オススメとレコメンド


レコメンドの認知を高めたAmazon

当社のZETA CXシリーズでも レコメンドエンジン は販売しておりますが、レコメンドは初期に割と過大評価されてしまったためにマーケットが過当競争になってしまったという、少し不幸な経緯があります。

これまで何度か社内外で執筆したり講演した内容ではありますが、簡単にまとめてみます。

まず、レコメンド自体が大きく注目された理由は間違いなくAmazonです。

2005年から2006年頃、それまでのECにはなかったレベルでオススメが表示されるようになりインパクトを受けたユーザーが多かったと思います。
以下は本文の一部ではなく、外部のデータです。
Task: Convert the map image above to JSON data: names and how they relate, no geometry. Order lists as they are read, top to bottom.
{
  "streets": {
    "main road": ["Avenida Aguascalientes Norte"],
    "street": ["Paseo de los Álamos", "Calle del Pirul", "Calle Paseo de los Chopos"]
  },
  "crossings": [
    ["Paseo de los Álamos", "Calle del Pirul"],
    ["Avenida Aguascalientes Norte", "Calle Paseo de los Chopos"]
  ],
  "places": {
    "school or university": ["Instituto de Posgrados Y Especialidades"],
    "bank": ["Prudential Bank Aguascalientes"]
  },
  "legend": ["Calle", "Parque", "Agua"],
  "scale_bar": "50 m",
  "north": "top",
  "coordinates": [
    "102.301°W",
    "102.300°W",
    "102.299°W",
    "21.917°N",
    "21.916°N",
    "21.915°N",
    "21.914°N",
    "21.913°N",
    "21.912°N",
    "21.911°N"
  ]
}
当時のいわゆるAmazonレコメンドというのは、基本的なアプローチは商品相関でした。

バスケット分析やアソシエーション分析とも言われますが、簡単に言えば「Aを買った人はBも買っています」というやつです。

この手法の特徴として、効果の高い低いが商品ジャンルによって相当違うという点があります。

高い効果を発揮する商品ジャンル

これは別にマーケティングやテクノロジーに詳しくなくても、ちょっと考えれば容易にわかることです。

例えば、小説、漫画、映画などで自分の好きな作品を考えてみてください。

その他にも好きな作品というのは、結構似通ってくるのではないでしょうか。

そして、当時のAmazonは主に、こうした手法が高い効果を発揮する商品ジャンルを主に取り扱っていたのです。
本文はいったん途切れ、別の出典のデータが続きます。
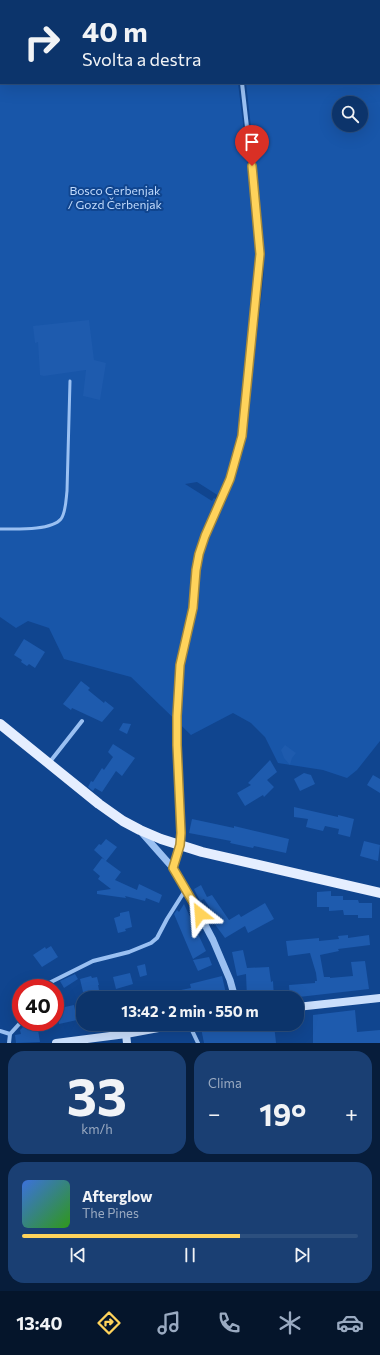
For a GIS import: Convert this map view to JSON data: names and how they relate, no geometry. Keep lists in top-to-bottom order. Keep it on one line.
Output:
{"parks":["Bosco Cerbenjak / Gozd Čerbenjak"],"page":{"turn":["40 m","Svolta a destra"],"limit":"40","trip":"13:42 · 2 min · 550 m","tile":[["33","km/h"],"Clima"],"heat":["−","19°","+"],"song":["Afterglow","The Pines"],"tabs":"13:40"}}
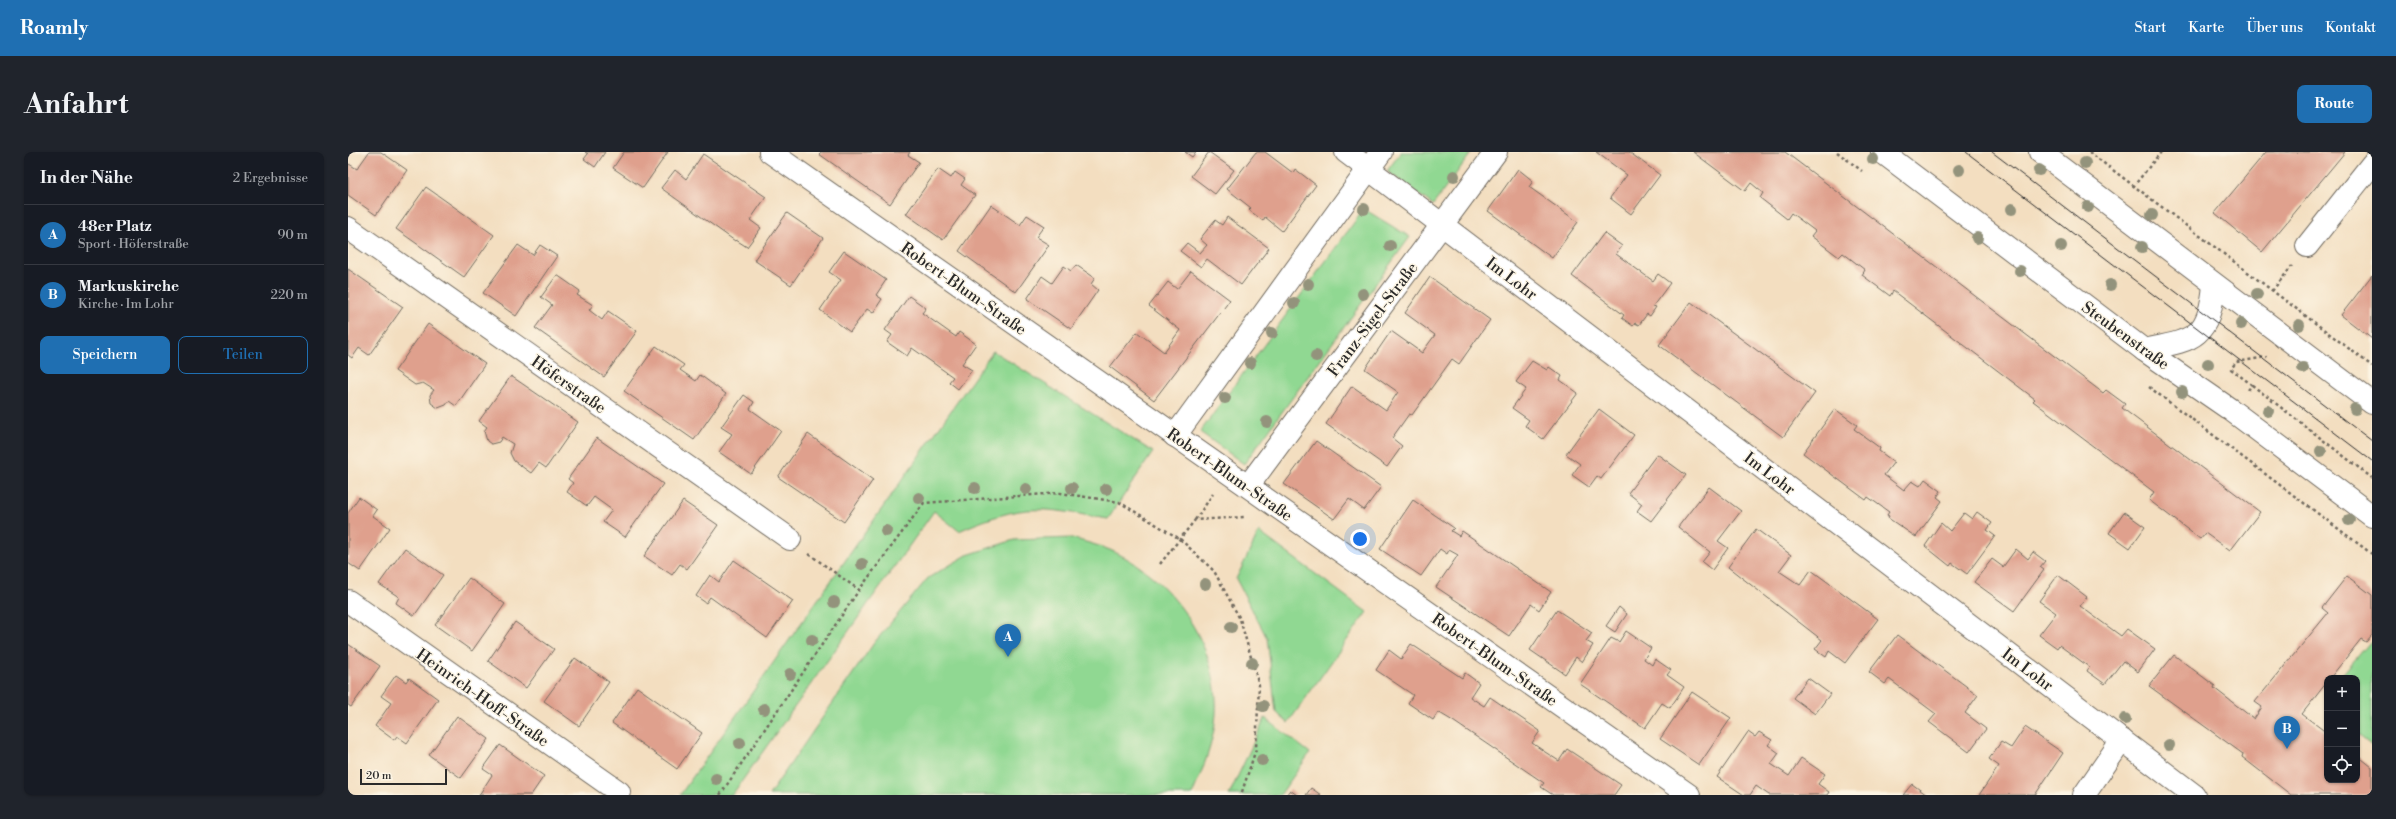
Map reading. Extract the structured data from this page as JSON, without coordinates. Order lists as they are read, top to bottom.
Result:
{
  "streets": {
    "street": [
      "Im Lohr",
      "Robert-Blum-Straße",
      "Franz-Sigel-Straße",
      "Steubenstraße",
      "Höferstraße",
      "Heinrich-Hoff-Straße"
    ]
  },
  "crossings": [
    ["Im Lohr", "Franz-Sigel-Straße"],
    ["Robert-Blum-Straße", "Franz-Sigel-Straße"]
  ],
  "scale_bar": "20 m",
  "page": {
    "header": "Roamly",
    "nav": [
      "Start",
      "Karte",
      "Über uns",
      "Kontakt"
    ],
    "buttons": [
      "Route",
      ["Speichern", "Teilen"]
    ],
    "title": "Anfahrt",
    "heading": ["In der Nähe", "2 Ergebnisse"],
    "list": [
      {
        "mark": "A",
        "name": "48er Platz",
        "note": "Sport · Höferstraße",
        "value": "90 m"
      },
      {
        "mark": "B",
        "name": "Markuskirche",
        "note": "Kirche · Im Lohr",
        "value": "220 m"
      }
    ],
    "pins": ["A", "B"],
    "map_buttons": ["+", "−"],
    "scale": "20 m"
  }
}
このため世の中的に、「Amazonのレコメンドはすごい!世界を変える!」みたいなヒートアップした状況が発生してしまいました。

余談ですがAmazonレコメンドと同時期に個人的に同じようなインパクトを受けたサービスで、はてなのおとなりページというものがありました。
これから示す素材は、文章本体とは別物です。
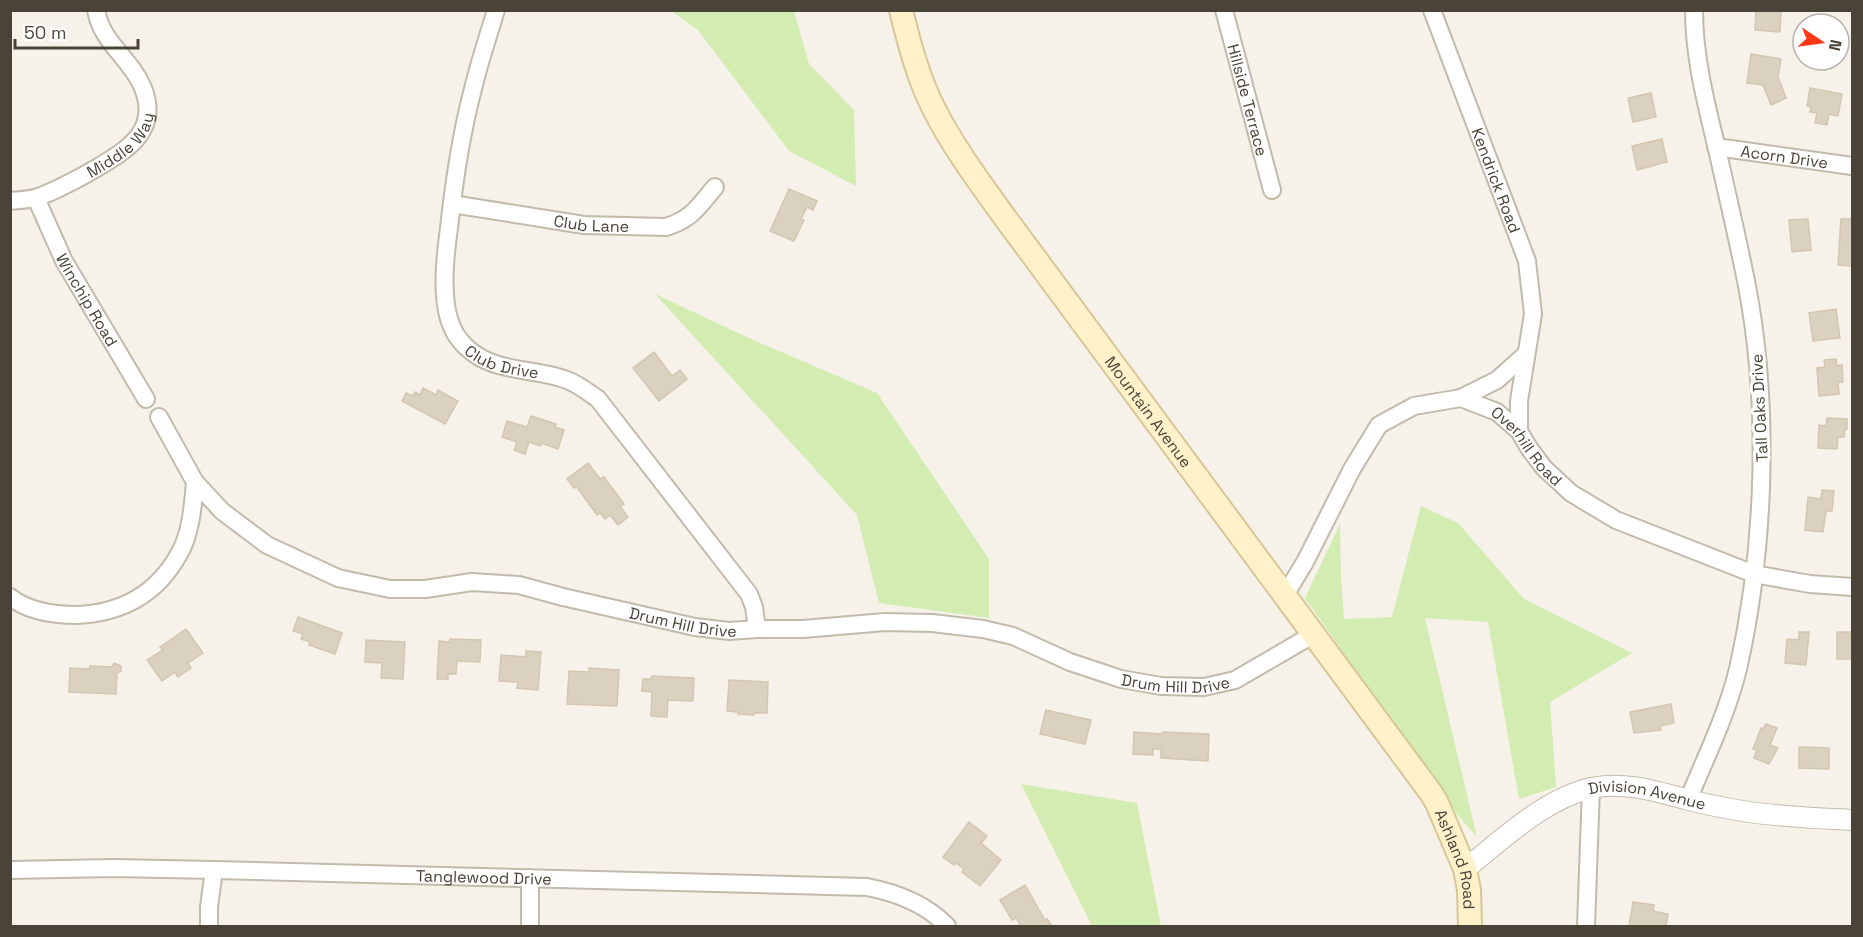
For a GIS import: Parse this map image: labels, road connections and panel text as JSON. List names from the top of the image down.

これは複数のブックマークによる相関を計算して、似たページを出力するというものですが、ウェブページというのも当時のAmazonの商品ジャンルと同じく、こうしたアプローチが高い効果を発揮しやすいカテゴリだと言えます。

こうした手法は簡単に書くと、興味を多次元ベクトルで表現しその余弦(コサイン)を計算するというアプローチです。

そういえば以前、ネットフリックスもネットフリックスプライズというレコメンド手法の大会を開いていましたが、いずれにしてもこうした機械学習アプローチによるレコメンドというのは、ジャンルによっては高い効果が出るのは間違いありません。

拡大解釈された レコメンド

一方で、世の中で購入されるすべての商品においてこうしたAmazonレコメンド的手法が高い効果を発揮する商品群の占める金額的割合というのは、そこまで高くありません。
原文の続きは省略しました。